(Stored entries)
================

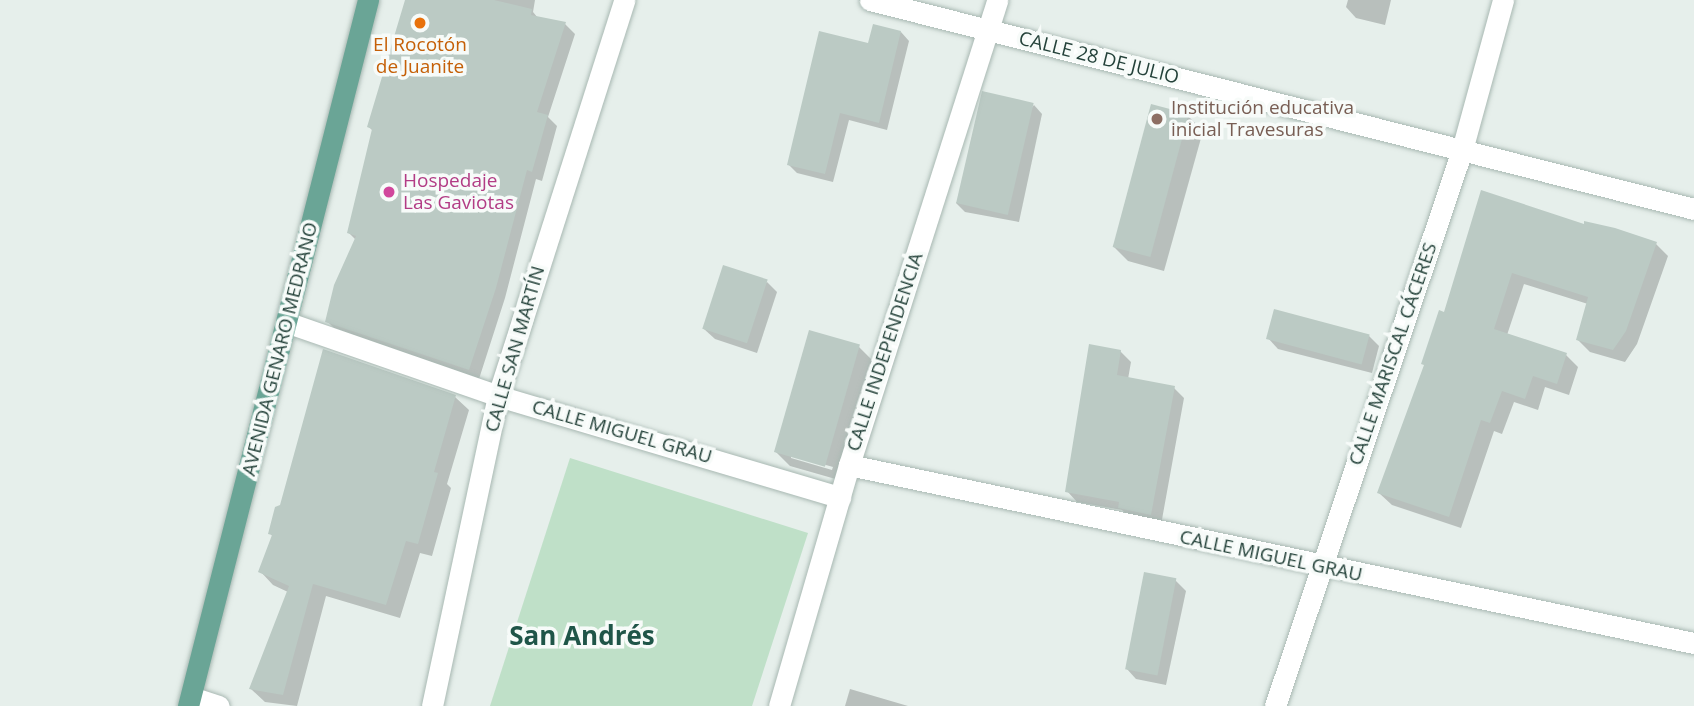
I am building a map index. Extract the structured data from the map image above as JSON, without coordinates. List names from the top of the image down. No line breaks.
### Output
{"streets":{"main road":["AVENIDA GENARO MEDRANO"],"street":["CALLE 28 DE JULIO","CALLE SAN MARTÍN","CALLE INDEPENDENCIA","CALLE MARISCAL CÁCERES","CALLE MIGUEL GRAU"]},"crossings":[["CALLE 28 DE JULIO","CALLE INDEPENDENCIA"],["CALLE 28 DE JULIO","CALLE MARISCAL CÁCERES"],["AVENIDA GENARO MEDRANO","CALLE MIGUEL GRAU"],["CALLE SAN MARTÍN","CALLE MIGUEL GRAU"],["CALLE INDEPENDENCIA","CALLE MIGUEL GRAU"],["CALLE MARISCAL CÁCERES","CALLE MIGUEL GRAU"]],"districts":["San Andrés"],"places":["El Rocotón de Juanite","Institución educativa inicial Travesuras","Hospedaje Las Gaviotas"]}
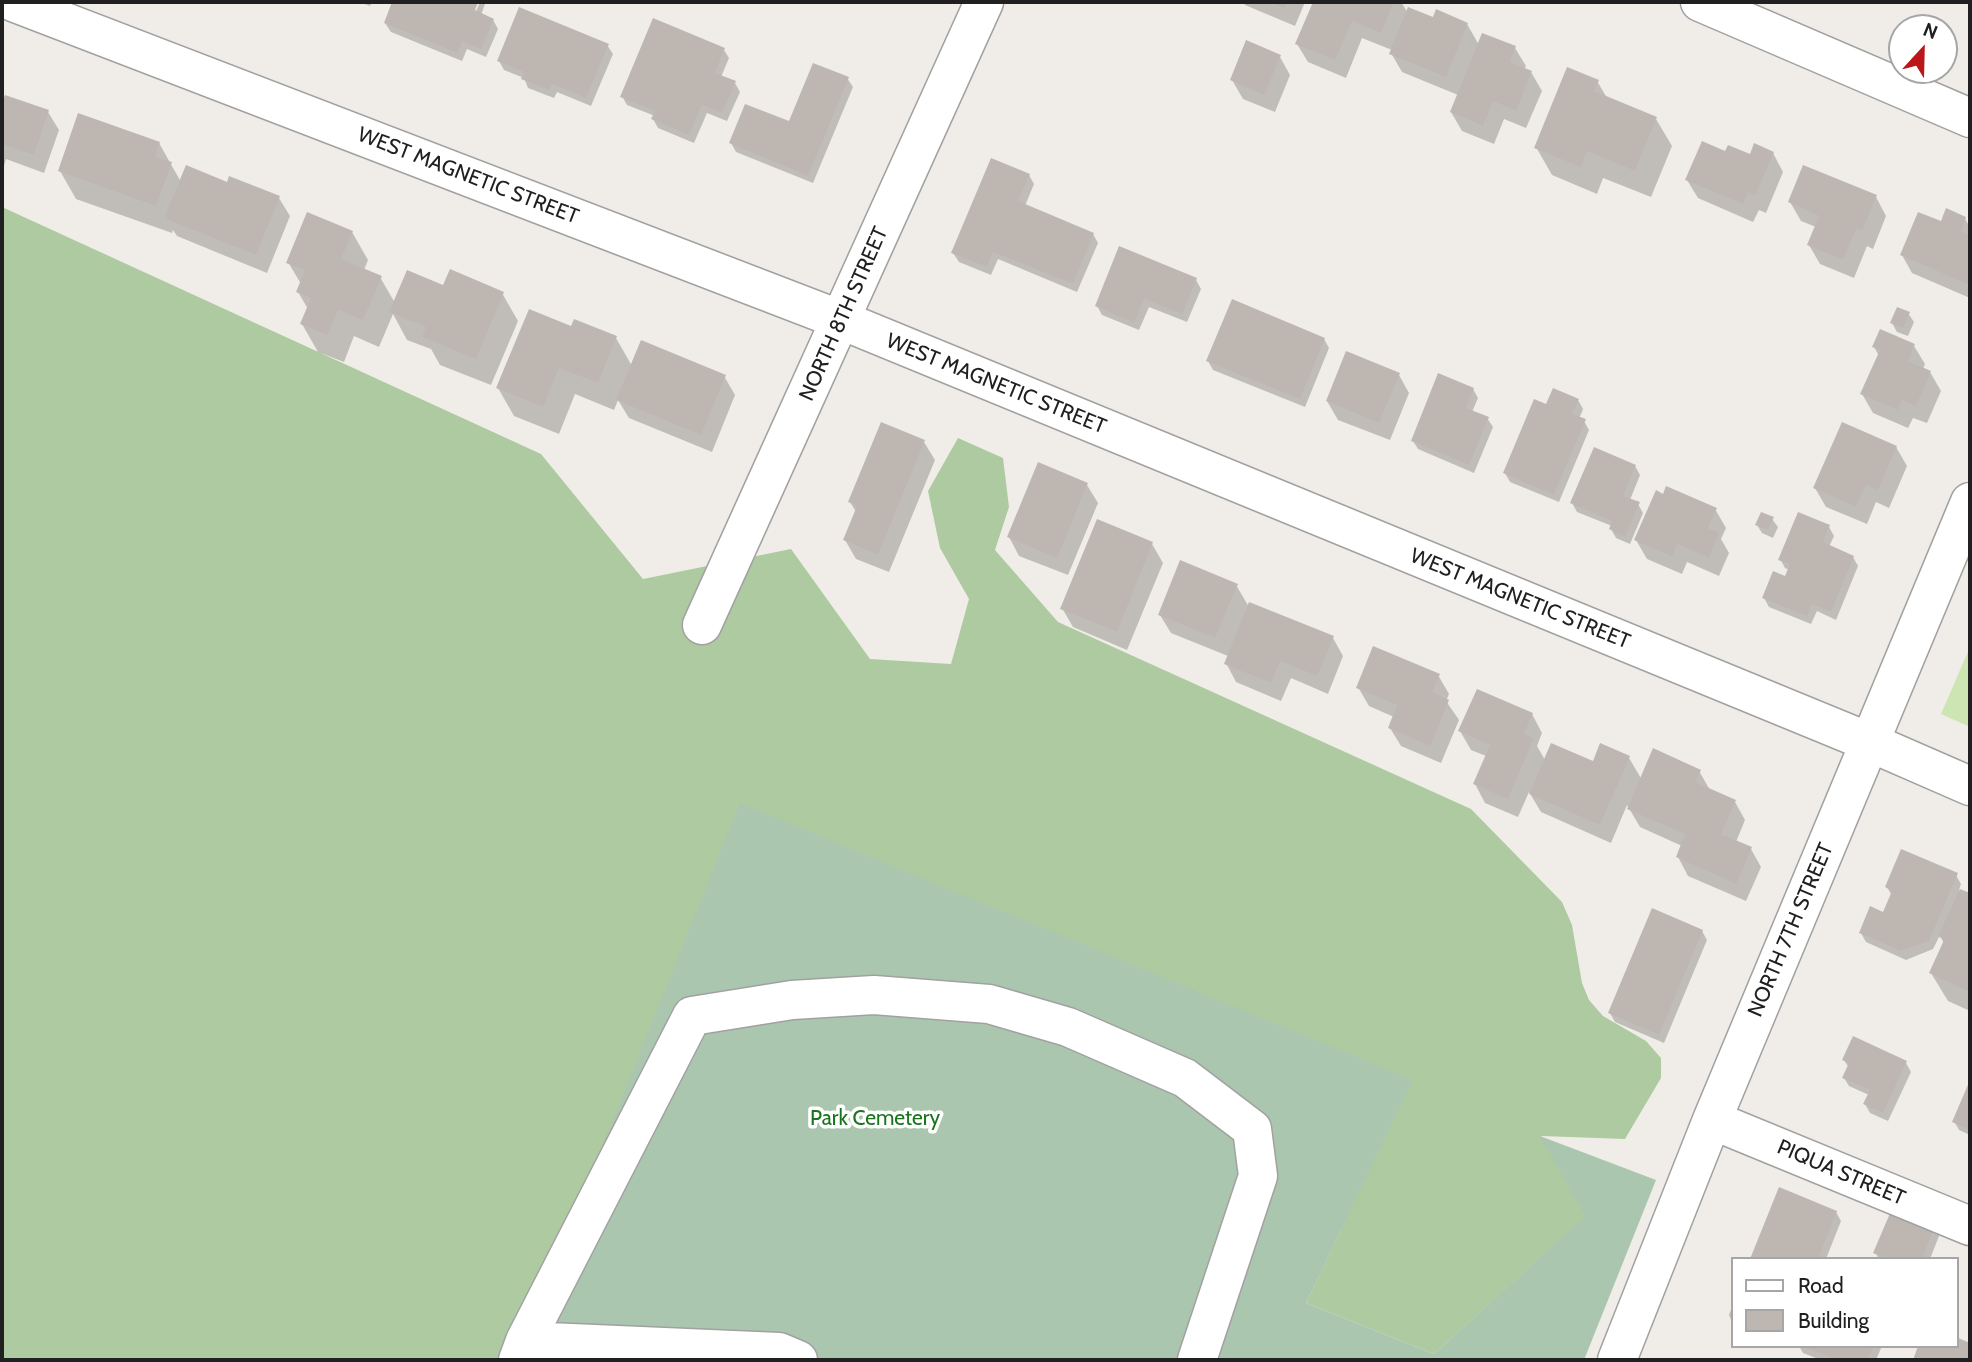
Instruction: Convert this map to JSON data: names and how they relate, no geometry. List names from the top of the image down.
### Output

================

*What this task involves*
Which lines above include the word "names"? Show each one.

*Response area*
I am building a map index. Extract the structured data from the map image above as JSON, without coordinates. List names from the top of the image down. No line breaks.
Instruction: Convert this map to JSON data: names and how they relate, no geometry. List names from the top of the image down.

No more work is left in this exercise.